Réactions d'Alphonse Daudet
Edmond de Goncourt est mort chez les Daudet, à Champrosay, ce qui explique le nombre important de journaux qui dépêchent un journaliste sur place afin de recueillir des informations de première main.
Henri Fouquier consacre la Une du Figaro du 17 juillet 1896 à cet évènement brutal et inattendu. Sur deux colonnes, il résume l'œuvre complète de l'écrivain, plaçant par dessus tout son œuvre romanesque. Ce qui ne l'empêche pas de porter un regard critique, en souhaitant qu'il ne fasse pas "école" :
« La mort de M. de Goncourt est une perte pour les lettres. Il mérite de survivre et il survivra. Mais, je le dis franchement, je ne souhaite pas longue vie à son école, à sa manière, à ce qu'on appelle le "Goncourtisme". Les défauts des maîtres deviennent vices chez leurs disciples, leur faiblesse fait impuissance et, souvent, leur originalité, folie. »

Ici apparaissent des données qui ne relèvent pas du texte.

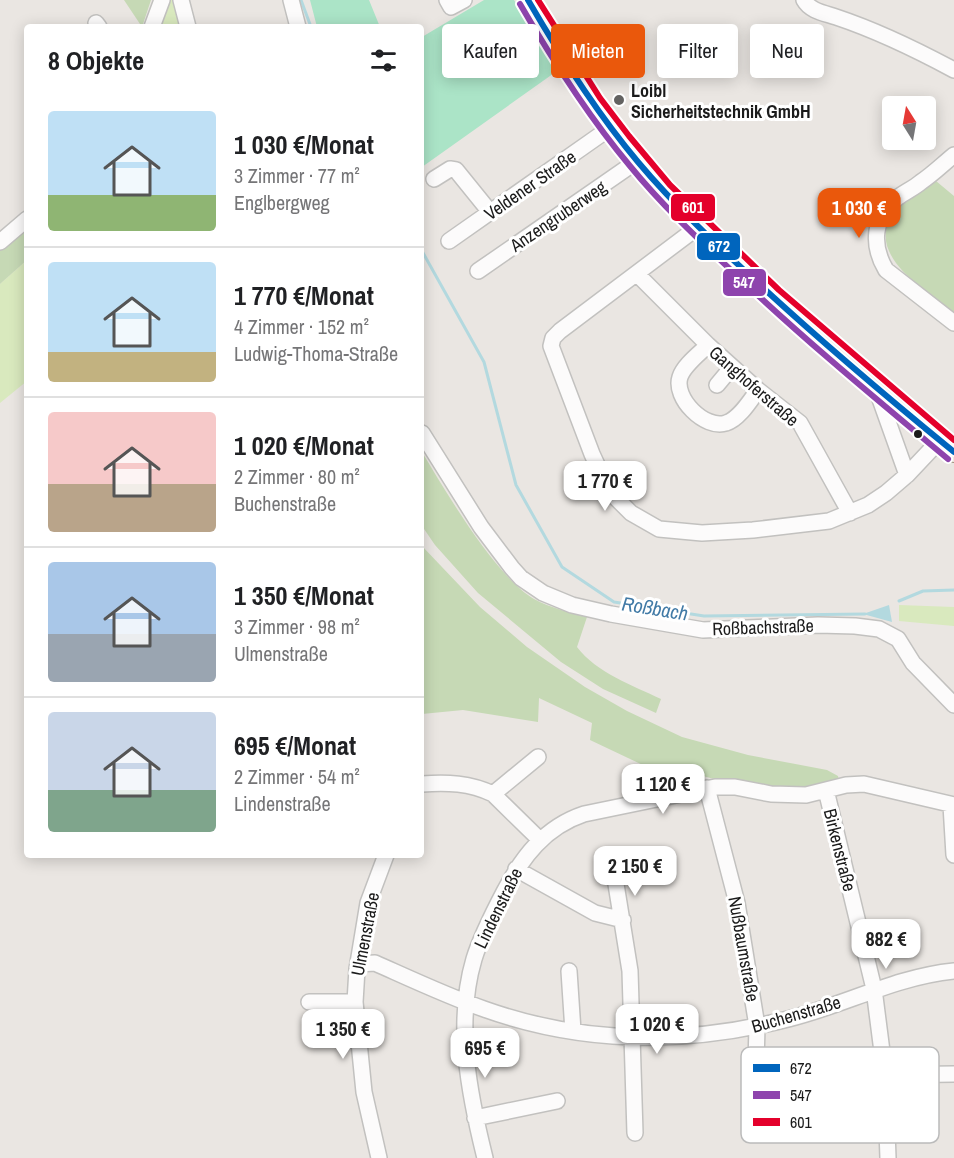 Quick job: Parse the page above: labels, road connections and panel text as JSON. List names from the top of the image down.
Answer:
{
  "streets": {
    "street": [
      "Veldener Straße",
      "Anzengruberweg",
      "Ganghoferstraße",
      "Roßbachstraße",
      "Birkenstraße",
      "Lindenstraße",
      "Ulmenstraße",
      "Nußbaumstraße",
      "Buchenstraße"
    ]
  },
  "crossings": [
    ["Birkenstraße", "Lindenstraße"],
    ["Birkenstraße", "Buchenstraße"],
    ["Lindenstraße", "Nußbaumstraße"],
    ["Lindenstraße", "Buchenstraße"],
    ["Ulmenstraße", "Buchenstraße"],
    ["Nußbaumstraße", "Buchenstraße"]
  ],
  "water": ["Roßbach"],
  "places": ["Loibl Sicherheitstechnik GmbH"],
  "lines": ["transit line 672", "transit line 601", "transit line 547"],
  "legend": ["672", "547", "601"],
  "north": "top",
  "page": {
    "chip": [
      "Kaufen",
      "Mieten",
      "Filter",
      "Neu"
    ],
    "heading": "8 Objekte",
    "list": [
      {
        "name": "1 030 €/Monat",
        "note": "3 Zimmer · 77 m² · Englbergweg"
      },
      {
        "name": "1 770 €/Monat",
        "note": "4 Zimmer · 152 m² · Ludwig-Thoma-Straße"
      },
      {
        "name": "1 020 €/Monat",
        "note": "2 Zimmer · 80 m² · Buchenstraße"
      },
      {
        "name": "1 350 €/Monat",
        "note": "3 Zimmer · 98 m² · Ulmenstraße"
      },
      {
        "name": "695 €/Monat",
        "note": "2 Zimmer · 54 m² · Lindenstraße"
      }
    ],
    "price": [
      "1 030 €",
      "1 770 €",
      "1 120 €",
      "2 150 €",
      "882 €",
      "1 020 €",
      "1 350 €",
      "695 €"
    ]
  }
}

En deuxième page, Le Figaro recueille les impressions de Daudet, tristement assis à la table de son cabinet de travail : « Je suis suffoqué, abattu, je n'ai plus la force de me souvenir... Vingt-quatre ans d'amitié fraternelle comme la nôtre, brisée d'un coup ! »
Dans Le Temps, c'est Jules Claretie qui rappelle longuement la vie et l'œuvre d'Edmond de Goncourt. Il revient, notamment, sur ce fameux Journal qui, selon lui, « avec ses curiosités, ses indiscrétions, ses révélations, emportait tout. » Ceci au risque de faire oublier ses romans ou son théâtre. Il se souvient également des moments terribles de la mort de Jules et conclut ainsi son article : « Edmond de Goncourt meurt, du moins, après avoir accompli sa vie, fait sa tâche, et il meurt entouré d'affections, admiré, salué par les générations nouvelles. Il faut durer, hélas ! pour qu'on ne puisse point finir, comme le pauvre Jules en disant : " Nous ne serons jamais compris !" »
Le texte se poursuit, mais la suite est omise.